§ **WORK TO COMPLETE**: Restating the data exactly is the whole task.

EXTRACTED RECORDS START

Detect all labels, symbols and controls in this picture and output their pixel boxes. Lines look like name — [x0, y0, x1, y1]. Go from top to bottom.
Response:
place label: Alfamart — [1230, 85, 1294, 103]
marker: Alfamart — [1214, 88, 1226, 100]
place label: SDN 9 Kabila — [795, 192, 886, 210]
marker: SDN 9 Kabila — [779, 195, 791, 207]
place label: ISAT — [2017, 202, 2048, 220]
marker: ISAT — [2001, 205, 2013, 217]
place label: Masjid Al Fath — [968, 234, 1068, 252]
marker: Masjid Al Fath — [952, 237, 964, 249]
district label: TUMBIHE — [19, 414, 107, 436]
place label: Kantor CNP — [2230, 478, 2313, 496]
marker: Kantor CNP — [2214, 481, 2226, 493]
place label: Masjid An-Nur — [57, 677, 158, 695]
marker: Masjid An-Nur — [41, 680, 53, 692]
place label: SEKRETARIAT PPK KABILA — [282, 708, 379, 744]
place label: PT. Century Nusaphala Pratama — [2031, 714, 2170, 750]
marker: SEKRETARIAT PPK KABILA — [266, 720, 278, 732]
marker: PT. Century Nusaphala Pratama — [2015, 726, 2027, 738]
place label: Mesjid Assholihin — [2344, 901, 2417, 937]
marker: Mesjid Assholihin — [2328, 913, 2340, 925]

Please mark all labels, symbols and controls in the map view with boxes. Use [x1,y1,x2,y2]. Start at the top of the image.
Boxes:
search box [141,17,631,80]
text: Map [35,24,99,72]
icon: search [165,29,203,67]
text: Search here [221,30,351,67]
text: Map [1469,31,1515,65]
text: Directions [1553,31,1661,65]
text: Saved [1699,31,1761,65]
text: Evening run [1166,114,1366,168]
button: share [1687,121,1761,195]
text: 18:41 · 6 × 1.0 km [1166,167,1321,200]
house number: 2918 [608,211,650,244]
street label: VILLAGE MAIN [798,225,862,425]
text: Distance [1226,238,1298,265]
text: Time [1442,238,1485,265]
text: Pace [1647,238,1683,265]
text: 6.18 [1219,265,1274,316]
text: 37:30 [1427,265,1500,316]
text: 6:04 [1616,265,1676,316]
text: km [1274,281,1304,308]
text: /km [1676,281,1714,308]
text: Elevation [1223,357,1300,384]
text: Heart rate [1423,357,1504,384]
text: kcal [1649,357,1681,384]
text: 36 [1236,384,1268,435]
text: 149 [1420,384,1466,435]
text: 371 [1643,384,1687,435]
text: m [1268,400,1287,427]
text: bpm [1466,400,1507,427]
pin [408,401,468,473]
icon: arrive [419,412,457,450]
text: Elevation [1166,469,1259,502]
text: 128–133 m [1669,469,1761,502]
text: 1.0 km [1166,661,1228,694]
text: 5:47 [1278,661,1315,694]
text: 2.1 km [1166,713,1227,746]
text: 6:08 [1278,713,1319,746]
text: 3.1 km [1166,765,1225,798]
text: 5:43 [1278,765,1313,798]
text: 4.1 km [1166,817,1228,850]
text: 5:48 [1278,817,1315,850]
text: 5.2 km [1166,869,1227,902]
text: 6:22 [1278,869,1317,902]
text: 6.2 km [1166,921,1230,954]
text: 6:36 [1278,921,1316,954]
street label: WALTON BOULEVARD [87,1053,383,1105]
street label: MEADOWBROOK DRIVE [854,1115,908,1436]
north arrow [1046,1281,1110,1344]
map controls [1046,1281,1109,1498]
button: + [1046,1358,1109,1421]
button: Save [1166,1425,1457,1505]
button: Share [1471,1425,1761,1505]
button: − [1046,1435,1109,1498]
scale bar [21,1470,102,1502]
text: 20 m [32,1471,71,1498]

EXTRACTED RECORDS END

§ **SOLUTION TO THIS PROBLEM**:
Detect all labels, symbols and controls in this picture and output their pixel boxes. Lines look like name — [x0, y0, x1, y1]. Go from top to bottom.
Response:
place label: Alfamart — [1230, 85, 1294, 103]
marker: Alfamart — [1214, 88, 1226, 100]
place label: SDN 9 Kabila — [795, 192, 886, 210]
marker: SDN 9 Kabila — [779, 195, 791, 207]
place label: ISAT — [2017, 202, 2048, 220]
marker: ISAT — [2001, 205, 2013, 217]
place label: Masjid Al Fath — [968, 234, 1068, 252]
marker: Masjid Al Fath — [952, 237, 964, 249]
district label: TUMBIHE — [19, 414, 107, 436]
place label: Kantor CNP — [2230, 478, 2313, 496]
marker: Kantor CNP — [2214, 481, 2226, 493]
place label: Masjid An-Nur — [57, 677, 158, 695]
marker: Masjid An-Nur — [41, 680, 53, 692]
place label: SEKRETARIAT PPK KABILA — [282, 708, 379, 744]
place label: PT. Century Nusaphala Pratama — [2031, 714, 2170, 750]
marker: SEKRETARIAT PPK KABILA — [266, 720, 278, 732]
marker: PT. Century Nusaphala Pratama — [2015, 726, 2027, 738]
place label: Mesjid Assholihin — [2344, 901, 2417, 937]
marker: Mesjid Assholihin — [2328, 913, 2340, 925]

Please mark all labels, symbols and controls in the map view with boxes. Use [x1,y1,x2,y2]. Start at the top of the image.
Boxes:
search box [141,17,631,80]
text: Map [35,24,99,72]
icon: search [165,29,203,67]
text: Search here [221,30,351,67]
text: Map [1469,31,1515,65]
text: Directions [1553,31,1661,65]
text: Saved [1699,31,1761,65]
text: Evening run [1166,114,1366,168]
button: share [1687,121,1761,195]
text: 18:41 · 6 × 1.0 km [1166,167,1321,200]
house number: 2918 [608,211,650,244]
street label: VILLAGE MAIN [798,225,862,425]
text: Distance [1226,238,1298,265]
text: Time [1442,238,1485,265]
text: Pace [1647,238,1683,265]
text: 6.18 [1219,265,1274,316]
text: 37:30 [1427,265,1500,316]
text: 6:04 [1616,265,1676,316]
text: km [1274,281,1304,308]
text: /km [1676,281,1714,308]
text: Elevation [1223,357,1300,384]
text: Heart rate [1423,357,1504,384]
text: kcal [1649,357,1681,384]
text: 36 [1236,384,1268,435]
text: 149 [1420,384,1466,435]
text: 371 [1643,384,1687,435]
text: m [1268,400,1287,427]
text: bpm [1466,400,1507,427]
pin [408,401,468,473]
icon: arrive [419,412,457,450]
text: Elevation [1166,469,1259,502]
text: 128–133 m [1669,469,1761,502]
text: 1.0 km [1166,661,1228,694]
text: 5:47 [1278,661,1315,694]
text: 2.1 km [1166,713,1227,746]
text: 6:08 [1278,713,1319,746]
text: 3.1 km [1166,765,1225,798]
text: 5:43 [1278,765,1313,798]
text: 4.1 km [1166,817,1228,850]
text: 5:48 [1278,817,1315,850]
text: 5.2 km [1166,869,1227,902]
text: 6:22 [1278,869,1317,902]
text: 6.2 km [1166,921,1230,954]
text: 6:36 [1278,921,1316,954]
street label: WALTON BOULEVARD [87,1053,383,1105]
street label: MEADOWBROOK DRIVE [854,1115,908,1436]
north arrow [1046,1281,1110,1344]
map controls [1046,1281,1109,1498]
button: + [1046,1358,1109,1421]
button: Save [1166,1425,1457,1505]
button: Share [1471,1425,1761,1505]
button: − [1046,1435,1109,1498]
scale bar [21,1470,102,1502]
text: 20 m [32,1471,71,1498]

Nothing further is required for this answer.